Als iemand voldoet aan de diagnostische criteria voor BCS, moeten genetische tests worden uitgevoerd om de diagnose te bevestigen. Genetische tests worden gebruikt om te bepalen of iemand de genetische varianten heeft die BCS veroorzaken. Om te voldoen aan de diagnostische criteria voor BCS, moet een persoon hoofdcriterium 1 en minstens één ander hoofdcriterium, of hoofdcriterium 1 en minstens drie kleine criteria, hebben.
Hoofd criteria:
1. Dun hoornvlies, met of zonder ruptuur (centrale hoornvliesdikte is vaak <400 µm)
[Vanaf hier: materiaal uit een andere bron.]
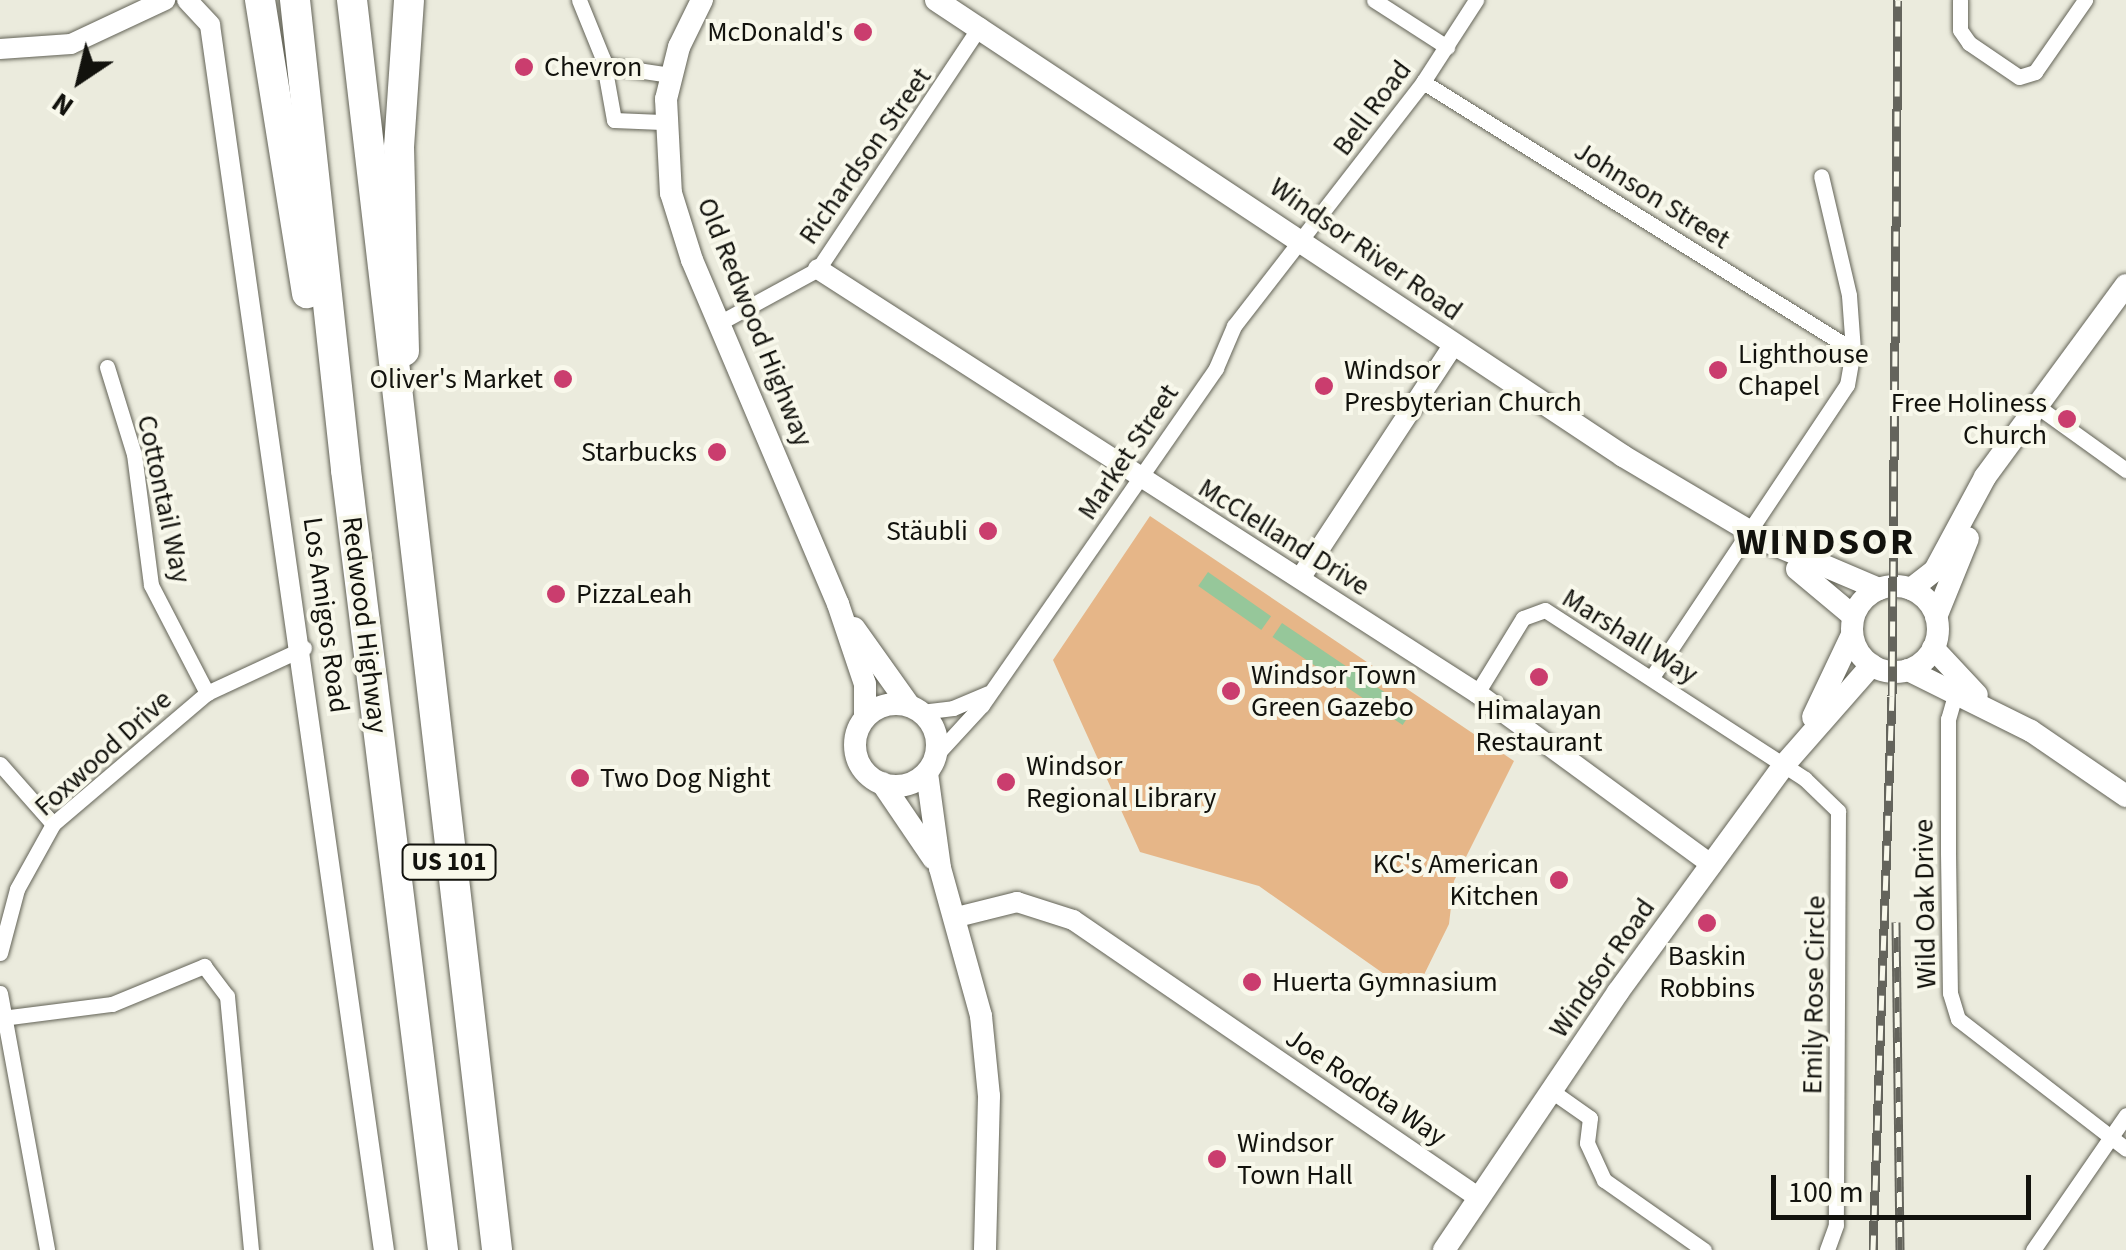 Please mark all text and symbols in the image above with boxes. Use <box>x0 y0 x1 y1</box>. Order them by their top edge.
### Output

2. Vroege progressieve keratoconus
3. Vroege progressieve keratoglobus
4. Blauwe sclerae
Kleine criteria:
1. Enucleatie of littekens als gevolg van eerdere ruptuur
2. Progressief verlies van corneale stromale diepte, met name in het centrale hoornvlies
3. Hoge myopie, met normale of matig verhoogde axiale lengte
4. Netvliesloslating
5. Doofheid, vaak met gemengde geleidings- en perceptieve componenten, die progressief hogere frequenties aantasten, vaak in een “neergaand” zuivere-toon audiogrampatroon.
6. Hypercompliant trommelvliezen
7. Ontwikkelingsdysplasie van de heup
8. Hypotonie bij zuigelingen, meestal mild indien aanwezig
9. Scoliose
10. Arachnodactylie
11. Hypermobiliteit van distale gewrichten
12. Pes planus, hallux valgus
13. Lichte contractuur van vingers (vooral de vijfde vinger)
14. Zacht, fluweelachtige en transparante huid.